>>>

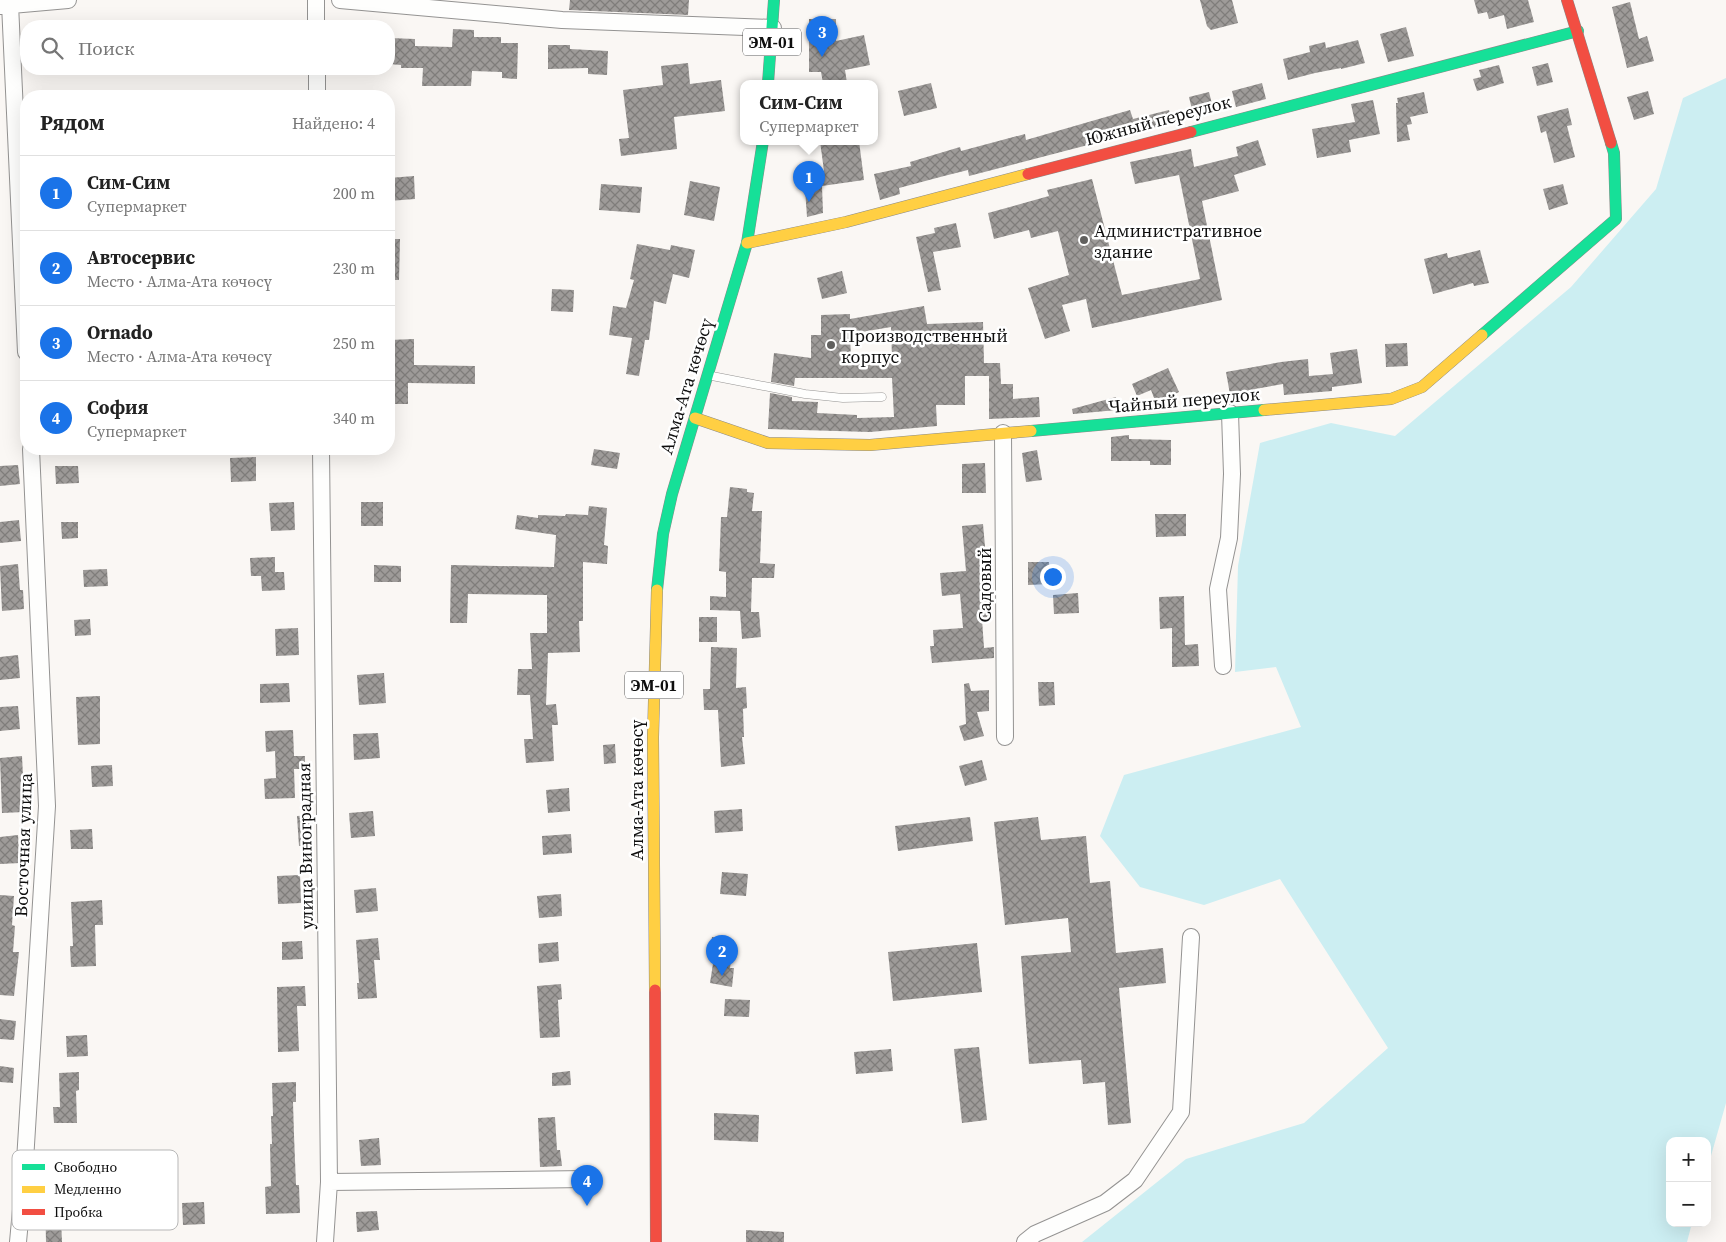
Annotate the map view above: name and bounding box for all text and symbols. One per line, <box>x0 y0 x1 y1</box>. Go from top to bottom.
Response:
pin: 3 <box>806 16 838 57</box>
search box <box>20 20 395 75</box>
road number: ЭМ-01 <box>743 28 801 56</box>
icon: search <box>38 34 66 62</box>
text: Поиск <box>78 35 135 61</box>
popup <box>740 80 878 145</box>
street label: Южный переулок <box>1082 88 1234 152</box>
text: Сим-Сим <box>759 89 843 115</box>
text: Рядом <box>40 108 105 137</box>
text: Найдено: 4 <box>292 112 375 134</box>
text: Супермаркет <box>759 115 859 137</box>
pin: 1 <box>793 161 825 202</box>
text: Сим-Сим <box>87 169 170 195</box>
text: 1 <box>52 182 60 204</box>
text: 200 m <box>333 182 375 204</box>
text: Супермаркет <box>87 195 187 217</box>
place label: Административное здание <box>1094 218 1262 264</box>
marker: Административное здание <box>1078 234 1090 246</box>
text: Автосервис <box>87 244 195 270</box>
text: 2 <box>52 257 60 279</box>
text: 230 m <box>333 257 375 279</box>
text: Место · Алма-Ата көчөсү <box>87 270 272 292</box>
street label: Алма-Ата көчөсү <box>653 314 719 457</box>
text: Ornado <box>87 319 153 345</box>
place label: Производственный корпус <box>841 323 1008 369</box>
text: 3 <box>52 332 60 354</box>
text: 250 m <box>333 332 375 354</box>
marker: Производственный корпус <box>825 339 837 351</box>
text: Место · Алма-Ата көчөсү <box>87 345 272 367</box>
street label: Чайный переулок <box>1107 381 1261 419</box>
text: София <box>87 394 148 420</box>
text: 4 <box>52 407 60 429</box>
text: 340 m <box>333 407 375 429</box>
text: Супермаркет <box>87 420 187 442</box>
street label: Садовый <box>972 547 997 623</box>
your location <box>1040 564 1066 590</box>
road number: ЭМ-01 <box>625 672 683 698</box>
street label: Алма-Ата көчөсү <box>624 719 649 861</box>
street label: улица Виноградная <box>291 762 319 930</box>
street label: Восточная улица <box>8 772 38 917</box>
pin: 2 <box>706 935 738 976</box>
map controls <box>1666 1137 1711 1227</box>
button: + <box>1666 1137 1711 1182</box>
legend <box>12 1150 178 1230</box>
text: Свободно <box>54 1157 117 1177</box>
pin: 4 <box>571 1165 603 1206</box>
text: Медленно <box>54 1179 122 1199</box>
button: − <box>1666 1182 1711 1227</box>
text: Пробка <box>54 1202 103 1222</box>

<<<

WORK REQUEST
Whenever a line in the records above contains the string "button", copy that line.

WRITTEN RESPONSE
button: + <box>1666 1137 1711 1182</box>
button: − <box>1666 1182 1711 1227</box>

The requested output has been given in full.